Thursday, October 28, 2010

why dems are discouraged


         When Barack Obama became president, I hadn’t set a firm date for retirement, but knew it would come before he finished a second term, perhaps even a first.  I thought then that one thing I could look forward to in retirement was having the time and the resources to actively promote Obama’s agenda.  I did in fact retire 6 months ago, but have engaged in no such promotion largely because, sadly, I can’t find an agenda to promote.

            To be fair, the President has claimed three pieces of legislation—the stimulus bill, health care reform and financial reform—that it’s tempting to call “major,” but while each of them accomplishes something, in their final forms each of them contains so many compromises and cave-ins that it’s hard not to focus more on what they don’t accomplish than what they do.
           
            The stimulus bill unquestionably staved off a major depression, but by opting for the smallest possible dollar figure instead of the much higher figure most reputable economists said was necessary, Obama gave us a bill that didn’t so much stimulate the economy as keep it from flatlining.
                       
            The health care bill unquestionably reins in the most rapacious practices of the insurance industry, but Obama opted not to demand the one thing that would have truly transformed our health care system—a public option.

            The financial reform bill unquestionably provides greater oversight of the financial sector and more protection for consumers.  But again Obama punted on the two things true financial reform had to include: fully restoring the Glass-Steagall act that required banks to be banks and not full-spectrum investment companies, and putting regulations in place to end the Wall Street compensation system that rewards traders for high-risk short term gains while insulating them from long-term losses.

            In each of these cases, the President’s defense is that something is better than nothing, and there is a clear logic to that defense.  What discourages me—and many other liberals—is that the President never demanded more than the something he got.  Congress was never asked to approve a larger stimulus package, the Senate was never required to vote on a public option, and neither chamber of congress was confronted with either of the clearly necessary financial reforms.

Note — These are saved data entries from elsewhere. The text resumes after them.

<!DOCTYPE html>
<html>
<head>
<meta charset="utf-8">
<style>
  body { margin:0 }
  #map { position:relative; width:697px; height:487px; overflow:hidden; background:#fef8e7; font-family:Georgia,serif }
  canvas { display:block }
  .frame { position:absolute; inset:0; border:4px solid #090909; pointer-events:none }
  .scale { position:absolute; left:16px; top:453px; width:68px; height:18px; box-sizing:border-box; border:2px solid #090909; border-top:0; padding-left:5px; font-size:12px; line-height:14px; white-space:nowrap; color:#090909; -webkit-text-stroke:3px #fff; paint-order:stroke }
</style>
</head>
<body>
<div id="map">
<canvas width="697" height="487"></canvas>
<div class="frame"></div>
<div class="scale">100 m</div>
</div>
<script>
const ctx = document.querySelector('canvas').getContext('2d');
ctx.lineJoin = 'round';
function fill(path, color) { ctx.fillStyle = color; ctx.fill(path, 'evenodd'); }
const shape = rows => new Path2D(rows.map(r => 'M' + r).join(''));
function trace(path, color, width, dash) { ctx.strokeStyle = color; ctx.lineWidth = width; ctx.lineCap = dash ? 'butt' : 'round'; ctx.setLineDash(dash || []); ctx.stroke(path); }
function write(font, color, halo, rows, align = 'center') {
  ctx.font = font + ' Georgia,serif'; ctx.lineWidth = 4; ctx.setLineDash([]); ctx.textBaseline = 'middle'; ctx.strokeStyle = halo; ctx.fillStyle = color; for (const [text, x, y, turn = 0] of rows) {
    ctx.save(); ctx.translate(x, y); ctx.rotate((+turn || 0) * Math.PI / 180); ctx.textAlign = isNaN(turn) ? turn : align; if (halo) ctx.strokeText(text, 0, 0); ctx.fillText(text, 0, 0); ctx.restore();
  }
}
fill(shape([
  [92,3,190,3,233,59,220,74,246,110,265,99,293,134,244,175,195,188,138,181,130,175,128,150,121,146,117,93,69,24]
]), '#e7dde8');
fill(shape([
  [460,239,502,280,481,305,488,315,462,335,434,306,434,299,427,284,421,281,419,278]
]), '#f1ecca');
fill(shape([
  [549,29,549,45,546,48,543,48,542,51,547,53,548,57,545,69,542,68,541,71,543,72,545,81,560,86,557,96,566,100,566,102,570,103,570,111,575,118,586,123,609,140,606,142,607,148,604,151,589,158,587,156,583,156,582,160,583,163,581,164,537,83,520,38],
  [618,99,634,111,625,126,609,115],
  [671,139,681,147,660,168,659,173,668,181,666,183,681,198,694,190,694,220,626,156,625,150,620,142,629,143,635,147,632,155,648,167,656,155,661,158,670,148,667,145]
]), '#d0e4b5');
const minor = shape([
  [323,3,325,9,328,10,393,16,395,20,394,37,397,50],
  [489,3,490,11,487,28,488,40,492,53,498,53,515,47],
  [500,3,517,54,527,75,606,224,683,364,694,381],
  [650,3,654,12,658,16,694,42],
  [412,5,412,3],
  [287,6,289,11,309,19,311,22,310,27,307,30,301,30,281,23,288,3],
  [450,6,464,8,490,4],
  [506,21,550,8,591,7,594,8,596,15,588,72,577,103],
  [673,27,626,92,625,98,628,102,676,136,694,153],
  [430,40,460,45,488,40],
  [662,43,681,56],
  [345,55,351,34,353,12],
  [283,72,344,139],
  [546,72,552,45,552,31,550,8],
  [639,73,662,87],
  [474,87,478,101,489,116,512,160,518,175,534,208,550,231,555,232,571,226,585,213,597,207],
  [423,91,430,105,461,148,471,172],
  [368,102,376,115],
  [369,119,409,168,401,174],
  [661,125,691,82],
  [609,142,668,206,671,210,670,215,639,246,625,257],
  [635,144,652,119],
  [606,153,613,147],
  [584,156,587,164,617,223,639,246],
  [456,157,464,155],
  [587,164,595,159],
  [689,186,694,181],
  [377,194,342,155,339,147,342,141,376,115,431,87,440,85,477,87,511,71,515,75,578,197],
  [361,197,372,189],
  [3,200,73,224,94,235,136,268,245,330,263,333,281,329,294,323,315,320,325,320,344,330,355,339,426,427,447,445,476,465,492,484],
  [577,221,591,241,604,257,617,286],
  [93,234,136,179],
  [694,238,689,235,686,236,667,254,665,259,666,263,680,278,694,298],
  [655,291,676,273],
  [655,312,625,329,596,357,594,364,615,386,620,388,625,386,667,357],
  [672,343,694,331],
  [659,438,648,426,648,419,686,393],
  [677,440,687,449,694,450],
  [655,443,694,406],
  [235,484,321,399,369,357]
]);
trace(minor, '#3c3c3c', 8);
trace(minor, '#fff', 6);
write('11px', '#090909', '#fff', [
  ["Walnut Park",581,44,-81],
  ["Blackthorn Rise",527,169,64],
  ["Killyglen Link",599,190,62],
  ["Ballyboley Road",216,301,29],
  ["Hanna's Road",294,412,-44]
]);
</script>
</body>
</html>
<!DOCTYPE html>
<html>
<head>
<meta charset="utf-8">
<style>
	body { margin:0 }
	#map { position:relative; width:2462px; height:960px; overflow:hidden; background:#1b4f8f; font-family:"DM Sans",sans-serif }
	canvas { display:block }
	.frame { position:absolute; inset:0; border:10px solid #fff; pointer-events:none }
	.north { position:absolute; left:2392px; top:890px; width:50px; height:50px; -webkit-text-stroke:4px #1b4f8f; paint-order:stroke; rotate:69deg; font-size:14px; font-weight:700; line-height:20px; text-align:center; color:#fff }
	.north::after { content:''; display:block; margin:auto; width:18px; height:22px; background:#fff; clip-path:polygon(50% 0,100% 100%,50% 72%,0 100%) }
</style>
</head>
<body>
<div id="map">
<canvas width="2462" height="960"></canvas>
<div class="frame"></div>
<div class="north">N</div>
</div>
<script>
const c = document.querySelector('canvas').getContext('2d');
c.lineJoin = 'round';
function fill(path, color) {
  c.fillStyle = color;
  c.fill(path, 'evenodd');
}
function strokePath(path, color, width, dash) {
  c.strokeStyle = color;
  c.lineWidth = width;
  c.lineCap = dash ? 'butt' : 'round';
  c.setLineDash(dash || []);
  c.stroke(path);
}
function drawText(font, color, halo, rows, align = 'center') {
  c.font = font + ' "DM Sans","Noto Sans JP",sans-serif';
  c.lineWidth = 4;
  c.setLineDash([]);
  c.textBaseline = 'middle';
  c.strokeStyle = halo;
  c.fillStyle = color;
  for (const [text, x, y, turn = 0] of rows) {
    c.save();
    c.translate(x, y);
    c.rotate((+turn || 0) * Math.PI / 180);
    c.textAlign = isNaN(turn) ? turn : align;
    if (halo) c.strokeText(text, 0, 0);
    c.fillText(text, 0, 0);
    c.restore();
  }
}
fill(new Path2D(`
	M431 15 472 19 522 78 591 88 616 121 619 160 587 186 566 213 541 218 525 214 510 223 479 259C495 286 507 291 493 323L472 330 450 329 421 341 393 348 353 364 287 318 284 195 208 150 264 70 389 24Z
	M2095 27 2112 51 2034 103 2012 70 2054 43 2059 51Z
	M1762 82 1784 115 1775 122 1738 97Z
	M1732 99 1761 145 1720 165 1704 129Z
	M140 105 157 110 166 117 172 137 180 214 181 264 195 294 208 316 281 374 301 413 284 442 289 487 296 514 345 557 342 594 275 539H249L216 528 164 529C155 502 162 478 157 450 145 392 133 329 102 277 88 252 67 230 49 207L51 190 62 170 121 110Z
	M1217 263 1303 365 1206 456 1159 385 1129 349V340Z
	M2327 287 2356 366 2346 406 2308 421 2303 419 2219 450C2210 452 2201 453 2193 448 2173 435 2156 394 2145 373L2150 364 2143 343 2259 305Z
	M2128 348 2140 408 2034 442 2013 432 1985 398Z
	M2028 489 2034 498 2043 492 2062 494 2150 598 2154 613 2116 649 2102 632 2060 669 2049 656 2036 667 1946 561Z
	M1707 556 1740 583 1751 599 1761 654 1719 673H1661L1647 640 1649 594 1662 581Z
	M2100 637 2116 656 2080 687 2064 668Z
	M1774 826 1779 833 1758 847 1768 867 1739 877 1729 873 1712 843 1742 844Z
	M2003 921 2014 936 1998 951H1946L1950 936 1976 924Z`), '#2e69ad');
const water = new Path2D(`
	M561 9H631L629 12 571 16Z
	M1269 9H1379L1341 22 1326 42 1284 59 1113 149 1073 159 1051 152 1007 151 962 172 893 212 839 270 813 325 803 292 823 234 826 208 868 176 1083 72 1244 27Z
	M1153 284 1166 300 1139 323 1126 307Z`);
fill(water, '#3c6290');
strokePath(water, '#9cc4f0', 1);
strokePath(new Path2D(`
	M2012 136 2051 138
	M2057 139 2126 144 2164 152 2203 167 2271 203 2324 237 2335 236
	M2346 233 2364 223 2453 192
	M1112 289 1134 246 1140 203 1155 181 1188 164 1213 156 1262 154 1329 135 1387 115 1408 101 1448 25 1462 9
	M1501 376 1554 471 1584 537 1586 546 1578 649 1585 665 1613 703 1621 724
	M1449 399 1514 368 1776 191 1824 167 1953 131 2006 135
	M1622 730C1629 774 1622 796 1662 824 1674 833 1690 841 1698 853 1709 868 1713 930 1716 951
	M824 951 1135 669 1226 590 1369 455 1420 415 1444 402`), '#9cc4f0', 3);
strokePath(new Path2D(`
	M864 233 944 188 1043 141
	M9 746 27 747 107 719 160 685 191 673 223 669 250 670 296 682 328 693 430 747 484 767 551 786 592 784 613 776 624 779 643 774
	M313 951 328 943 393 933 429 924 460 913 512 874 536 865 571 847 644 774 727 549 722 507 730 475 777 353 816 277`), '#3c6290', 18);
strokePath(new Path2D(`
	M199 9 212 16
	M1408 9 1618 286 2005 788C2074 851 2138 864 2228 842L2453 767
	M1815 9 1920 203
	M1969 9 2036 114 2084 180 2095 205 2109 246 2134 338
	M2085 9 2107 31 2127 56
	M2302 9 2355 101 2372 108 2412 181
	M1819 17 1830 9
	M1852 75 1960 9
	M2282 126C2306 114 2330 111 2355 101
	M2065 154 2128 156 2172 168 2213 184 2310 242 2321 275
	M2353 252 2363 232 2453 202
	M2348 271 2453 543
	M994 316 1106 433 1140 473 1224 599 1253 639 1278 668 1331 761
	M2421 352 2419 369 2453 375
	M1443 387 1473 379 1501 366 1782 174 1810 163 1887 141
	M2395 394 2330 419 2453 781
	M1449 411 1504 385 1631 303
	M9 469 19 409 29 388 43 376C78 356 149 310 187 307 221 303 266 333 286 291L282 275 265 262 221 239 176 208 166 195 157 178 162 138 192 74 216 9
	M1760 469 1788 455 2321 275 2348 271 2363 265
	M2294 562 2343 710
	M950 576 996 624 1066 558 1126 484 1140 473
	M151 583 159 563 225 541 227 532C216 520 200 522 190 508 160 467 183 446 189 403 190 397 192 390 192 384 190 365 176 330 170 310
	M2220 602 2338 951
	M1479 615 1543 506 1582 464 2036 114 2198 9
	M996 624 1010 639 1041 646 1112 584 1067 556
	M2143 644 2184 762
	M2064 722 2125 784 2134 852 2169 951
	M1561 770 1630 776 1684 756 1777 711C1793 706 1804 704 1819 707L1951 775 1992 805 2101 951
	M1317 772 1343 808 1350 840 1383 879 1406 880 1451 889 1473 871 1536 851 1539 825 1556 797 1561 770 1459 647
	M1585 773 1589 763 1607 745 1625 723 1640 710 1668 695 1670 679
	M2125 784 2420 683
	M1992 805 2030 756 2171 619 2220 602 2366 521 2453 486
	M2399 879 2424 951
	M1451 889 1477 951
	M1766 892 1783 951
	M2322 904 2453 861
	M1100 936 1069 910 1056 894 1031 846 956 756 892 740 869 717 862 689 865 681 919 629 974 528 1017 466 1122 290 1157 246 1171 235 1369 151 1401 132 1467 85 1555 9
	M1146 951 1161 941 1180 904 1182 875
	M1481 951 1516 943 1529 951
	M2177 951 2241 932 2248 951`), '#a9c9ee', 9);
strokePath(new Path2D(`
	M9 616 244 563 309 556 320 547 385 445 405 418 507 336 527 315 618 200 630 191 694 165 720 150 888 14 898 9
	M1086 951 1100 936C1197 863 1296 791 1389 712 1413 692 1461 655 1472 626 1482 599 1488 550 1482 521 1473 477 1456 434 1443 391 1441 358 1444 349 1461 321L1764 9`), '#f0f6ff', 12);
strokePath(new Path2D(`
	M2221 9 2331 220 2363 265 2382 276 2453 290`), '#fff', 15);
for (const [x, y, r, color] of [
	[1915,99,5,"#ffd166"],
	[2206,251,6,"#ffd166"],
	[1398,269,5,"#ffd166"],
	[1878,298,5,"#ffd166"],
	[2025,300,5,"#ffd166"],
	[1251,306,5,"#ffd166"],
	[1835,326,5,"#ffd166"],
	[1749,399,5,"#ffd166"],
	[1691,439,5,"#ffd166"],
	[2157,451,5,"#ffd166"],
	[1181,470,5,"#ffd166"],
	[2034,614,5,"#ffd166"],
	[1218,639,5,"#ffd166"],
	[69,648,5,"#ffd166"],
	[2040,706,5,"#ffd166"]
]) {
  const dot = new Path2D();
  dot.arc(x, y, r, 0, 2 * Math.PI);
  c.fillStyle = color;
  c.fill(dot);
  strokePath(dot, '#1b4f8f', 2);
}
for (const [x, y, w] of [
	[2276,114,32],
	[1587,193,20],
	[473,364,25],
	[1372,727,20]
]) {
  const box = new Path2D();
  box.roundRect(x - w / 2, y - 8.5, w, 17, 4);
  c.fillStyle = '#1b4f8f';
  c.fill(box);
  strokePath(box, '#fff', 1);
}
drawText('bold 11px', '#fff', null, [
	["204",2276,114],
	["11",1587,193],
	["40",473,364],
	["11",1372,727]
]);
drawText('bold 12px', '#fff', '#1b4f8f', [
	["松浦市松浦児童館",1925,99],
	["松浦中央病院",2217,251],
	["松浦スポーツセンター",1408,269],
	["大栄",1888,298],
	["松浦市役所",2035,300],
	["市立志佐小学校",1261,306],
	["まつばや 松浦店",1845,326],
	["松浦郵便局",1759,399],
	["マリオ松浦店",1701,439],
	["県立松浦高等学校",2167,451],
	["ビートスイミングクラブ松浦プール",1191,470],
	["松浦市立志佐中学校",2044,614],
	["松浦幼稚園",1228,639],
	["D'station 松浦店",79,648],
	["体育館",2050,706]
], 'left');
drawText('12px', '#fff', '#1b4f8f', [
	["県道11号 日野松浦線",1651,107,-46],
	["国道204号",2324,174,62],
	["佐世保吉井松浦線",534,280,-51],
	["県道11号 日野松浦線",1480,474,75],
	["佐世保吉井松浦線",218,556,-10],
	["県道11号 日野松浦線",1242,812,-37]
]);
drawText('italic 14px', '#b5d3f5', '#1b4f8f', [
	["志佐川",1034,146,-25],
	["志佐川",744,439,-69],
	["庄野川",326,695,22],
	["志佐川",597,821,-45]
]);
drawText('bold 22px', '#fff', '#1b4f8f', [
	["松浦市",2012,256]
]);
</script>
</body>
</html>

            The President, and most Democrats, have characterized the Republicans as the party of No, but on each of these big pieces of legislation, they didn’t actually have to be that.  All they had to be was the party of Might Say No.

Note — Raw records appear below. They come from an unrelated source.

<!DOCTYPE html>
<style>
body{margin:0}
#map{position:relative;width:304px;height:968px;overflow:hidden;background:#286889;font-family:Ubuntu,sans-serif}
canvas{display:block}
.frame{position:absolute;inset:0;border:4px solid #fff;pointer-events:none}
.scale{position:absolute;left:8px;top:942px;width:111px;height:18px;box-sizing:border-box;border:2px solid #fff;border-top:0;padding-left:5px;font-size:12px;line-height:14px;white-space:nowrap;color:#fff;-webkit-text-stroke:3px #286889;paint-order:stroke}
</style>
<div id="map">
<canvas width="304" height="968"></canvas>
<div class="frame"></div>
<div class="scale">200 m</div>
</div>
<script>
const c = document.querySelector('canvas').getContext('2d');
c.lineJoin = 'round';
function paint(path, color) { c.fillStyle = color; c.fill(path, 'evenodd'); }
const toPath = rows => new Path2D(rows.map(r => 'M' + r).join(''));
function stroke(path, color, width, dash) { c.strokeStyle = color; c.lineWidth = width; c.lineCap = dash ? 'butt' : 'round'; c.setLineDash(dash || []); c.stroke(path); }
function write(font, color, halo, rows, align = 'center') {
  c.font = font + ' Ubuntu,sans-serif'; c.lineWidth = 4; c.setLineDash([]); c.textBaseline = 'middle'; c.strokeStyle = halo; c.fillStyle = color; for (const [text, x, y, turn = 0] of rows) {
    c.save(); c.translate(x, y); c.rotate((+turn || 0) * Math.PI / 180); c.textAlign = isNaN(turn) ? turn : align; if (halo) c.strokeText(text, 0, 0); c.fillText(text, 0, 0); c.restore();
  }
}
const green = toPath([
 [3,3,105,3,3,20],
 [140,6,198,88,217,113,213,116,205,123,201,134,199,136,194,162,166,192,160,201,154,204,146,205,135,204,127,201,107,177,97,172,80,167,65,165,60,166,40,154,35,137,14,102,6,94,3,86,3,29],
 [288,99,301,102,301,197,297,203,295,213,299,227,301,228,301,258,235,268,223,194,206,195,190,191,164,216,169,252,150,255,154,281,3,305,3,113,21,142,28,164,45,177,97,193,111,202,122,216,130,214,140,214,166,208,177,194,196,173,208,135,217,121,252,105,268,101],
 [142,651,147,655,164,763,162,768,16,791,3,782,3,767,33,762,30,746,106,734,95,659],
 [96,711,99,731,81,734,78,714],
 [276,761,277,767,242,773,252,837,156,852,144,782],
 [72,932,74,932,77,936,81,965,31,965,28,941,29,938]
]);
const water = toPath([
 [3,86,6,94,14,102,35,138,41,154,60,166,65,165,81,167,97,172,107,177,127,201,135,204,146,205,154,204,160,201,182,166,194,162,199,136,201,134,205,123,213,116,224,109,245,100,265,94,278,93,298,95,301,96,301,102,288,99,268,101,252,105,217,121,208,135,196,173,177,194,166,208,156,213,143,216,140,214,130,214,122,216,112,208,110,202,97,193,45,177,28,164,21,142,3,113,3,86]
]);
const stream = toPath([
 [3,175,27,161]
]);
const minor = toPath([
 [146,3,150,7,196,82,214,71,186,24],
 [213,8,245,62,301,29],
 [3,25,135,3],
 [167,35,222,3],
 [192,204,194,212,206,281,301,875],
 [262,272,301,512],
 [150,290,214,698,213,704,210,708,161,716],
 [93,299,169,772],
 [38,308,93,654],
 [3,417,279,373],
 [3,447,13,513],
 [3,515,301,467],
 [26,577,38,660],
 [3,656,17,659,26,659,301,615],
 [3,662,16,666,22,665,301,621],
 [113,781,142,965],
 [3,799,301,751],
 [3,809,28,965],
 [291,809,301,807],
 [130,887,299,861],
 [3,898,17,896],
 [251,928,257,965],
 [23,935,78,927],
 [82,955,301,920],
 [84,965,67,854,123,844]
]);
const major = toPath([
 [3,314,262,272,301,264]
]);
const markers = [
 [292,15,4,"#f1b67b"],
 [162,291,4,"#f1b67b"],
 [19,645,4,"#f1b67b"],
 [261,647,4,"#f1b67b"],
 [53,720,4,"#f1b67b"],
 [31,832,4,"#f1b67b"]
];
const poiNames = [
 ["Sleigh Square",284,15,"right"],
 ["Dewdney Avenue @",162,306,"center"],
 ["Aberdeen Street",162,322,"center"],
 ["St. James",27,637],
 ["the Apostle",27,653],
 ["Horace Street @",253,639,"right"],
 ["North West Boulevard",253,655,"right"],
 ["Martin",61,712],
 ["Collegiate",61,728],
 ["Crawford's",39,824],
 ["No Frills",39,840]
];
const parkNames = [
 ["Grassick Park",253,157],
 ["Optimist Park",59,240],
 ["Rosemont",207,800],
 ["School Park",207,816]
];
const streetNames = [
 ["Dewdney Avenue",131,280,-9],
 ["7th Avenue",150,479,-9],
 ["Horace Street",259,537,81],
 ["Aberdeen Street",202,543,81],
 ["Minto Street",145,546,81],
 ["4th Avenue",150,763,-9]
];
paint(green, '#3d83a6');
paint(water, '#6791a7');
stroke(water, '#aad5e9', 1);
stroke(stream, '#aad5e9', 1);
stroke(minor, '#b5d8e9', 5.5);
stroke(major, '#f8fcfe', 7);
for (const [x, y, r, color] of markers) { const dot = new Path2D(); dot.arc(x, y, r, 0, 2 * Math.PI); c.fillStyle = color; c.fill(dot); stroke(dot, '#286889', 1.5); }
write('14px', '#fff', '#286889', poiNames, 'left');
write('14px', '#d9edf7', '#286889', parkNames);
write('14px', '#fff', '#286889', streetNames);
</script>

            It’s entirely possible, likely even, that if a vote on, for example, the public option had come up in the Senate, Republicans would unanimously have voted no.  They would probably been joined in that no by a few Democrats.  But it’s not as though voting on a bill that included the public option would have precluded voting later on one that didn’t have it.  And it’s entirely likely that  the Democrat and Independent voters who combined to elect Obama would be significantly more energized and enthusiastic now if they saw leadership from the President and from Harry Reid that was genuinely seeking the kind of change the Obama campaign seemed to promise.

            It is absolutely true that politics is the art of the possible, and it may very well be that what ultimately comprised these three big bills is all that was possible at this point in time.  What’s discouraging is that we’ll never know if that’s true because the President never demanded anything more.

1 comment:

  1. Obama, in a recent interview, stated that the Democrats had put a structure in place for the full implementation of Healthcare. Looking back to the time when this bill was an issue of public discourse, (you couldn’t call it “debate”), the matter was so controversial, some watering down was perhaps understandable. There is the pre-existing condition clause, though, and with that the insurance industry is forced to raise premiums. It isn’t difficult to see where this will lead. The structure is in place for the government to swoop in as a matter of “need”.

    So Ayn Rand may have gotten it right:

    “One of the methods used by statists to destroy capitalism consists in establishing controls that tie a given industry hand and foot, making it unable to solve its problems, then declaring that freedom has failed and stronger controls are necessary.”